When March Madness heats up next month, inevitably a college basketball point guard will make a steal and go down and score on the other end, prompting an announcer to say the kid can play on both ends of the court. And for David Levy of Turner, which is about to carry the NCAA tournament for the first time, that description also rings true.

As head of Turner Sports, Levy oversees an outfit that just added March Madness to a portfolio that includes assets like the streaking NBA and Major League Baseball, and is always mentioned when big properties like the Olympics come available. But he is also in charge of generating revenue for Turner—both in the form of ad sales and fees from cable, satellite and telco affiliates for its cable networks TNT, TBS, truTV, Cartoon Network, Adult Swim and CNN, as well as the company’s many digital properties.

So dealing with everything from Conan to NASCAR, Levy, president of sales, distribution and sports for Turner Broadcasting, has a window into several aspects of the business. Just before leaving for the NBA All-Star Game last week, he sat down with B&C Business Editor Jon Lafayette for a wide-ranging conversation, an edited transcript of which follows.

Do you have March Madness yet?

We’ve got March Madness. First of all, you only can imagine what the challenges could have been with two different media companies, two different cultures sort of getting together for the first time. [Turner and CBS together will televise every game during the tournament.] And I have to say, it has been phenomenally over all our expectations on how great the communication has been, how incredible the sales organizations have worked together. We’re pretty much sold out on the linear side, we’re pretty much sold out on the digital side.

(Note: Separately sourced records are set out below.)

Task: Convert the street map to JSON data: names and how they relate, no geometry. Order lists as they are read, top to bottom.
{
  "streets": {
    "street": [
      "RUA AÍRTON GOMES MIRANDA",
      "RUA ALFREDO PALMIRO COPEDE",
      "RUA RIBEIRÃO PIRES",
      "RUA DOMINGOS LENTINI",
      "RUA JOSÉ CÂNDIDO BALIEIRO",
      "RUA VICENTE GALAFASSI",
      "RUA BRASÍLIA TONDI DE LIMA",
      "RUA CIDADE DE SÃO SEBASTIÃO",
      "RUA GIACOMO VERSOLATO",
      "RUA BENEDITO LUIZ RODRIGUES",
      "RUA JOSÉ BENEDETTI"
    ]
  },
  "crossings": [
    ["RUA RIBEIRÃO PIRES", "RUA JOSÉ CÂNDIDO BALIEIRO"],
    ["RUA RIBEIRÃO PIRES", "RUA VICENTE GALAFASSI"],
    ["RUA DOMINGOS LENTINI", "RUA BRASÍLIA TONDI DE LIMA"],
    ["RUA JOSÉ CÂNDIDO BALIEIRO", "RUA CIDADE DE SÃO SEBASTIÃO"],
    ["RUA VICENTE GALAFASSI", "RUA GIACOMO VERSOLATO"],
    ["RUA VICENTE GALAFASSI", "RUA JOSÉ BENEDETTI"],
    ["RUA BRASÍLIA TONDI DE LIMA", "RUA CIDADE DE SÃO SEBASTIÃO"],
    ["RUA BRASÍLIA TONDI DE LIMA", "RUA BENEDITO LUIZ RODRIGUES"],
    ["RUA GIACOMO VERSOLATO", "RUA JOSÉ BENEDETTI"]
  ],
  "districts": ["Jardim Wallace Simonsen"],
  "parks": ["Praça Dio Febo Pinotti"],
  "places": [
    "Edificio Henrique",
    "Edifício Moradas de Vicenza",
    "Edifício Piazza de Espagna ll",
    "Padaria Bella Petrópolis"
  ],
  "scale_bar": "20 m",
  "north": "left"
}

The digital side, that’s March Madness on Demand?

March Madness on Demand. Well now it’s Madness by Turner, but yes, we’re working with them on sales, and so forth and so on. All the digital business moved to the Turner side. Not only March Madness on Demand, but we’re also representing and the 88 other championship sports that are associated with it. So all of our expectations have been surpassed not just relationshipwise, but even on the revenue side of the business.

By how much is revenue up?

I’m not going to talk about finances, but I will say it surpassed our expectations in year one of our model.

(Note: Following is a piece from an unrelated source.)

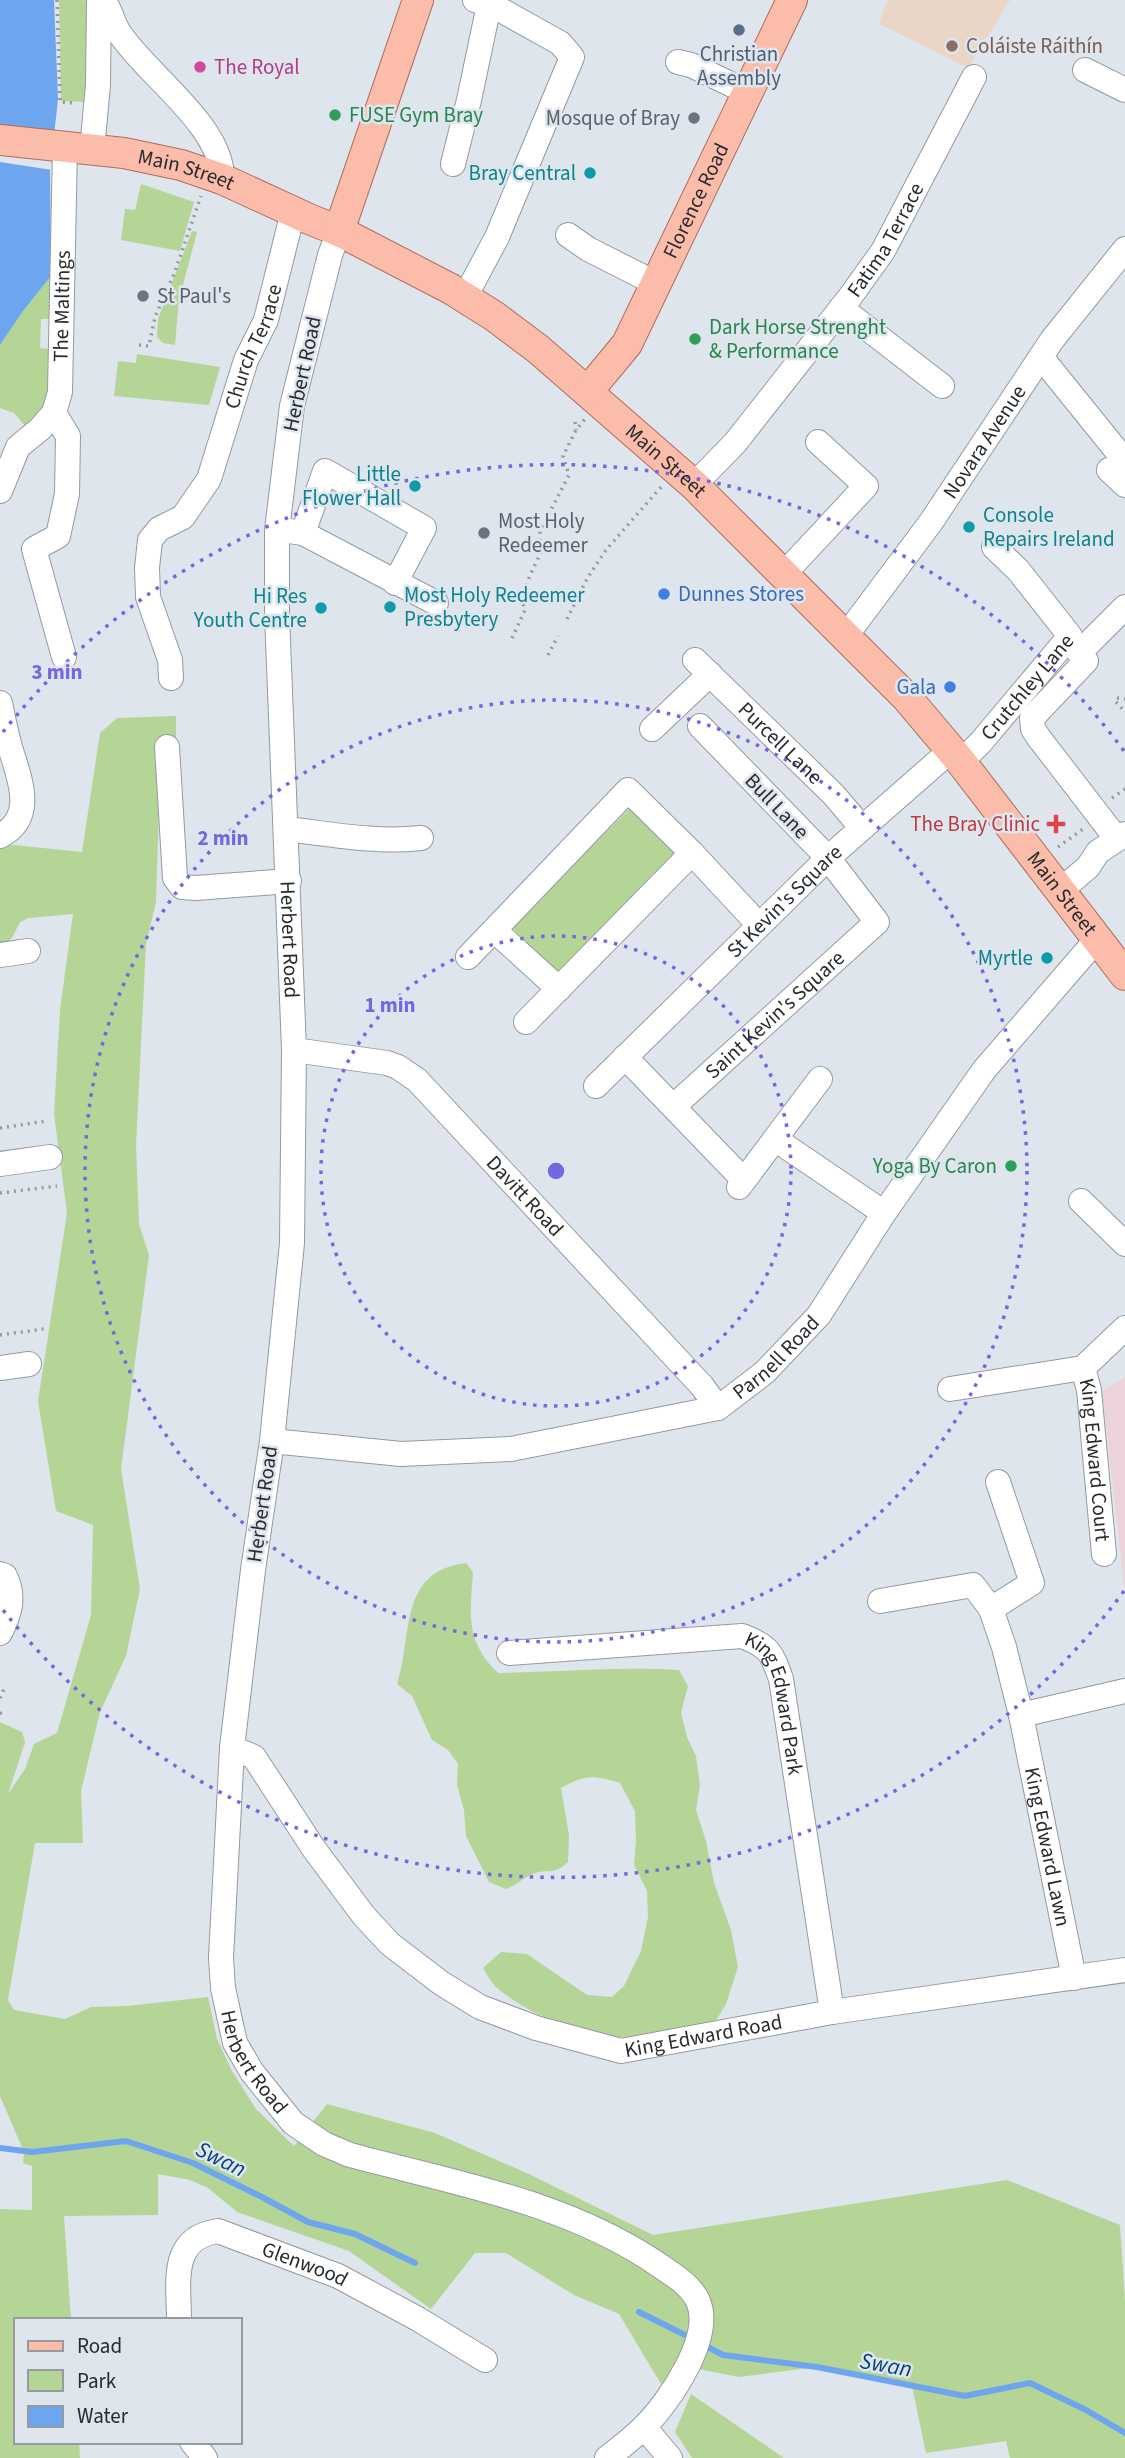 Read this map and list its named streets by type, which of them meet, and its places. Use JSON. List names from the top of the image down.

And how does that work in terms of pricing? Do you and CBS have the same pricing levels whether it’s a spot on CBS or elsewhere?

Doesn’t matter. Same CPMs on truTV as there are on CBS, because it’s about the tournament.

So that’s a huge win for you, anytime you can get those kind of prices on cable.

Let’s take a really honest assessment of sports right now. There’s no difference between the NBA CPMs on ABC or ESPN or TNT. If there is, it’s slight. Sports CPMs across the board are pretty much equal, whether it’s broadcast or cable. You can say that in news, you could probably say that in kids. The only genre that still has that “differential” is entertainment. And Conan was the first to break even that. And so, as more original programming comes on, whether it’s FX, or USA or TBS, as original programming comes on, you’re going to see that gap close as well. But there’s still a gap in entertainment, because we don’t have the depth of original programming. There’s still acquisitions, right? So we’re still running Bones and things of that nature that don’t require the same CPMs as original programming. So the gap in entertainment is still a little bit there, but I think that’s closing.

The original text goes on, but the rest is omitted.